The java.lang.Class API has been retrofitted to support Records. For example, given a Class<?>, we can check whether it’s a Record or not using the new isRecord method:

jshell> var r = new Range(0, 42)
r ==> Range[min=0, max=42]

jshell> r.getClass().isRecord()
$5 ==> true

It obviously returns false for non-record types:

jshell> "Not a record".getClass().isRecord()
$6 ==> false

There is, also, a getRecordComponents method which returns an array of RecordComponent in the same order they defined in the original record. Each java.lang.reflect.RecordComponent is representing a record component or variable of the current record type. For example, the RecordComponent.getName returns the component name:

jshell> public record User(long id, String username, String fullName) {}
|  created record User

jshell> var me = new User(1L, "alidg", "Ali Dehghani")
me ==> User[id=1, username=alidg, fullName=Ali Dehghani]

jshell> Stream.of(me.getClass().getRecordComponents()).map(RecordComponent::getName).
   ...> forEach(System.out::println)
id
username
fullName

In the same way the getType method returns the type token for each component:

jshell> Stream.of(me.getClass().getRecordComponents()).map(RecordComponent::getType).
   ...> forEach(System.out::println)
long
class java.lang.String
class java.lang.String

It’s even possible to get a handle to accessor methods via getAccessor:

jshell> var nameComponent = me.getClass().getRecordComponents()[2].getAccessor()
nameComponent ==> public java.lang.String User.fullName()

jshell> nameComponent.setAccessible(true)
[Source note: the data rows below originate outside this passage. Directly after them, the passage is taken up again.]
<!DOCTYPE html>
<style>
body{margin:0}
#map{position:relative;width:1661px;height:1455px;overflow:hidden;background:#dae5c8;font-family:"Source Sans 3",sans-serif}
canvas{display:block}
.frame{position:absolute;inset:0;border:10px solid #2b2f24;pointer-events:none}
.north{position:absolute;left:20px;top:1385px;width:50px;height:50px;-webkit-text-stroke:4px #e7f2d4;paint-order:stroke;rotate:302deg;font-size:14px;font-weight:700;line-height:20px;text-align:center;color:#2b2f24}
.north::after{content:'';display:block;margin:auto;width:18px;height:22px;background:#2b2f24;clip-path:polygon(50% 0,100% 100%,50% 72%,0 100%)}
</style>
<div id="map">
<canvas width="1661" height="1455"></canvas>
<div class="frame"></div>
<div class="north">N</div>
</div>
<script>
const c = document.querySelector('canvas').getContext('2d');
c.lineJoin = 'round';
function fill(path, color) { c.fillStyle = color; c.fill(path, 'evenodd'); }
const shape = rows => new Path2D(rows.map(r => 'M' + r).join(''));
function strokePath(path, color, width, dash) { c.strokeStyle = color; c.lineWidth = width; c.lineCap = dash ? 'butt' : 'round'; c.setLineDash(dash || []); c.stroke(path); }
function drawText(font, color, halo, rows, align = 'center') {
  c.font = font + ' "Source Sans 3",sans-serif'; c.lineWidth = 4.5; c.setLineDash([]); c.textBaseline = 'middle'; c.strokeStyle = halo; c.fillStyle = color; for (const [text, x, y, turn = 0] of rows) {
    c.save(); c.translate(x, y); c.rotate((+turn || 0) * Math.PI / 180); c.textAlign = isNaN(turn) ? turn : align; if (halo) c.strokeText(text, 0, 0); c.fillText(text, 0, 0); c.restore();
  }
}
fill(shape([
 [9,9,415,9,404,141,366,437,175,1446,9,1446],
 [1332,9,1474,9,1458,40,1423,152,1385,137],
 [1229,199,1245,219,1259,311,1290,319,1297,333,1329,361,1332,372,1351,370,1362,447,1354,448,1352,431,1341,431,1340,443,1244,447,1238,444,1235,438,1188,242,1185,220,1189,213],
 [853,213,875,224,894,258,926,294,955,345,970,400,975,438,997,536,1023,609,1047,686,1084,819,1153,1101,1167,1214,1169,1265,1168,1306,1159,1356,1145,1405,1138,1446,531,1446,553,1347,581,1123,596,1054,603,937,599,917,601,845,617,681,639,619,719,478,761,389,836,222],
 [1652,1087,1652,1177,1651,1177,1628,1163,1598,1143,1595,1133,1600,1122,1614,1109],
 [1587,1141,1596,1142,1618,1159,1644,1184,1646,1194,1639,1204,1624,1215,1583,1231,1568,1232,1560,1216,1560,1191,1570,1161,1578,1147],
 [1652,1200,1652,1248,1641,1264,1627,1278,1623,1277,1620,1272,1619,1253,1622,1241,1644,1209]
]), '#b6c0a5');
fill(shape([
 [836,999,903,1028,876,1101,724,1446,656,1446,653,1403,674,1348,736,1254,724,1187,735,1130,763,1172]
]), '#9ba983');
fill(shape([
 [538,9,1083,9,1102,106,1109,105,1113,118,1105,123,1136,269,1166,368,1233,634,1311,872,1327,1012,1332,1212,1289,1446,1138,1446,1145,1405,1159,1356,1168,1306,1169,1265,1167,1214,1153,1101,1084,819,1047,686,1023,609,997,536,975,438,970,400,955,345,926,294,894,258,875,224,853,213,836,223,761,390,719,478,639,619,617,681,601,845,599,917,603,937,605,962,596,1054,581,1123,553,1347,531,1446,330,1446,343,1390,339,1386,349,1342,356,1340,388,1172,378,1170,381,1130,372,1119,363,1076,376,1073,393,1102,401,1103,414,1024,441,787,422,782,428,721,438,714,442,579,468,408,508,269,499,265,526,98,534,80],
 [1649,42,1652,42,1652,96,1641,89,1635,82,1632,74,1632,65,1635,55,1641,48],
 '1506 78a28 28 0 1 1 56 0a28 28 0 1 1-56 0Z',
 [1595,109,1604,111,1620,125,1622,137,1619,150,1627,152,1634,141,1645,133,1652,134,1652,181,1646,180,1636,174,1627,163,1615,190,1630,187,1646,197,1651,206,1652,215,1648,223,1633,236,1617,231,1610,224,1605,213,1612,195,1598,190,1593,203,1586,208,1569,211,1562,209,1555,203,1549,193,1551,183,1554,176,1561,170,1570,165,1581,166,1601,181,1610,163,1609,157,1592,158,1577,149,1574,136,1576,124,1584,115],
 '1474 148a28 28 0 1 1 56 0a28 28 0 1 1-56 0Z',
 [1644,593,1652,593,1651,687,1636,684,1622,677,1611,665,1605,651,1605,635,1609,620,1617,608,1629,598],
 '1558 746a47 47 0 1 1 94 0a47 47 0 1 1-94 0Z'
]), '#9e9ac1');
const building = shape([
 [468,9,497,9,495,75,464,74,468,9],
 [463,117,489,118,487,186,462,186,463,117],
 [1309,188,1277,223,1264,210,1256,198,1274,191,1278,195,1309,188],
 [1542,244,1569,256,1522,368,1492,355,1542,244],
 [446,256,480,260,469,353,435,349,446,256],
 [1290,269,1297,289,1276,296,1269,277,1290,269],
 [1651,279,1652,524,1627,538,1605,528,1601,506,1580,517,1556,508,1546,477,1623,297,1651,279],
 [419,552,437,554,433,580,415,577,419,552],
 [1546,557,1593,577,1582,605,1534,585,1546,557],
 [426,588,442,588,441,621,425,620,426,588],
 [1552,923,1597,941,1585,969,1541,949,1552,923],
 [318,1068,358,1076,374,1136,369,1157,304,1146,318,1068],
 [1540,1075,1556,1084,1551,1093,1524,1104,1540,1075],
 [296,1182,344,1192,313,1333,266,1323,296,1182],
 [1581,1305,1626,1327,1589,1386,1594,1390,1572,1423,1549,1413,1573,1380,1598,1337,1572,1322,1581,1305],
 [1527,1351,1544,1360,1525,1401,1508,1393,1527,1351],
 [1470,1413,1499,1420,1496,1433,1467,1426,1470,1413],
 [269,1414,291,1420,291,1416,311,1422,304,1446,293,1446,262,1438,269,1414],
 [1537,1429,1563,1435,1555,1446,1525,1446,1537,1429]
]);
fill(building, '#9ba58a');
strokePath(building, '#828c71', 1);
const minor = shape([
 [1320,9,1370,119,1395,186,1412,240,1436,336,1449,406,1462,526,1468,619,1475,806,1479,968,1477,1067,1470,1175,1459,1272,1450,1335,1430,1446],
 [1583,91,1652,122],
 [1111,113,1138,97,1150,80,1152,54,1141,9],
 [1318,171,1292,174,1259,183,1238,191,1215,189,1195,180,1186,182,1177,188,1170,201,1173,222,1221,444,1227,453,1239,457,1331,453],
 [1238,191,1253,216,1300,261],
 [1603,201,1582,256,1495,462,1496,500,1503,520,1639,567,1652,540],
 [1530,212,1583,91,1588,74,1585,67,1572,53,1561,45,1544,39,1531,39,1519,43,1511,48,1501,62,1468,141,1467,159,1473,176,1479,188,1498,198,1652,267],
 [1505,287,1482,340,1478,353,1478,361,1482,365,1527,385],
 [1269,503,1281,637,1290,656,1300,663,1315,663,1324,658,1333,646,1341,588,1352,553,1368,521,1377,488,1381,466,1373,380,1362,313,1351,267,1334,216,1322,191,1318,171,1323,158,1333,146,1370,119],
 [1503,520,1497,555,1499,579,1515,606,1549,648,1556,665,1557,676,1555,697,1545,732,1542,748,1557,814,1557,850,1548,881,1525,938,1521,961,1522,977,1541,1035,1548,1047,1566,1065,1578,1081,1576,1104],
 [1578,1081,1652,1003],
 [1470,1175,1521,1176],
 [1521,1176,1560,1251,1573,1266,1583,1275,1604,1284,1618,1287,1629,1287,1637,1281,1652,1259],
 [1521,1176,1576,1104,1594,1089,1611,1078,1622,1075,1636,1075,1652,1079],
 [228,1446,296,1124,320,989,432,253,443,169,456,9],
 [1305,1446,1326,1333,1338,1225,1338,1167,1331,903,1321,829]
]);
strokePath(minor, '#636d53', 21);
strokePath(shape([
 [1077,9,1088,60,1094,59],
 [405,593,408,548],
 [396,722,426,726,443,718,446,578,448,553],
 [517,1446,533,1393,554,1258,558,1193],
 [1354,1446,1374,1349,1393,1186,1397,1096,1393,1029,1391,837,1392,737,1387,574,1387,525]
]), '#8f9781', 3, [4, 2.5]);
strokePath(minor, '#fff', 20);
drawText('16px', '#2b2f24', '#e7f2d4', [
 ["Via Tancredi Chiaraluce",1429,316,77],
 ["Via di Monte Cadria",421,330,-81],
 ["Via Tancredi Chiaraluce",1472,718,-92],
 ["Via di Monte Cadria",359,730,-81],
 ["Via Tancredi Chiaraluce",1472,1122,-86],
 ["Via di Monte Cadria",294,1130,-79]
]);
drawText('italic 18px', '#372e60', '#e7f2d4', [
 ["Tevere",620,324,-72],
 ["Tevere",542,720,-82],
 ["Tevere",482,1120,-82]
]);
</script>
jshell> nameComponent.invoke(me)
$21 ==> "Ali Dehghani"

Annotating Records


Java permits to annotate Records, As long as the annotation is applicable to a record or its members. Additionally, there would be a new annotation ElementType called RECORD_COMPONENT. Annotations with this target can only be used on record components:

@Target(ElementType.RECORD_COMPONENT) 
public @interface Param {}

Serialization


Any new Java feature without a nasty relationship with Serialization would be incomplete. This time around, however, the relationship does not sound as disgusting as we’re used to.

Although Records are not by default serializable, it’s possible to make them so just by implementing the java.io.Serializable marker interface.

Serializable records are serialized and deserialized differently than ordinary serializable objects. The updated javadoc for ObjectInputStream states that:

  • The serialized form of a record object is a sequence of values derived from the record components.
  • The process by which record objects are serialized or externalized cannot be customized; any class-specific writeObject, readObject, readObjectNoData, writeExternal, and readExternal methods defined by record classes are ignored during serialization and deserialization.
  • The serialVersionUID of a record class is 0L unless explicitly declared.

Conclusion


Java Records are going to provide a new way to encapsulate data holders. Even though currently, they’re limited in terms of functionality (Compared to what Kotlin or Scala are offering), the implementation is solid.

The first preview of Records would be available in March 2020. In this article, we’ve used the openjdk 14-ea 2020-03-17 build, since the Java 14 is yet to be released!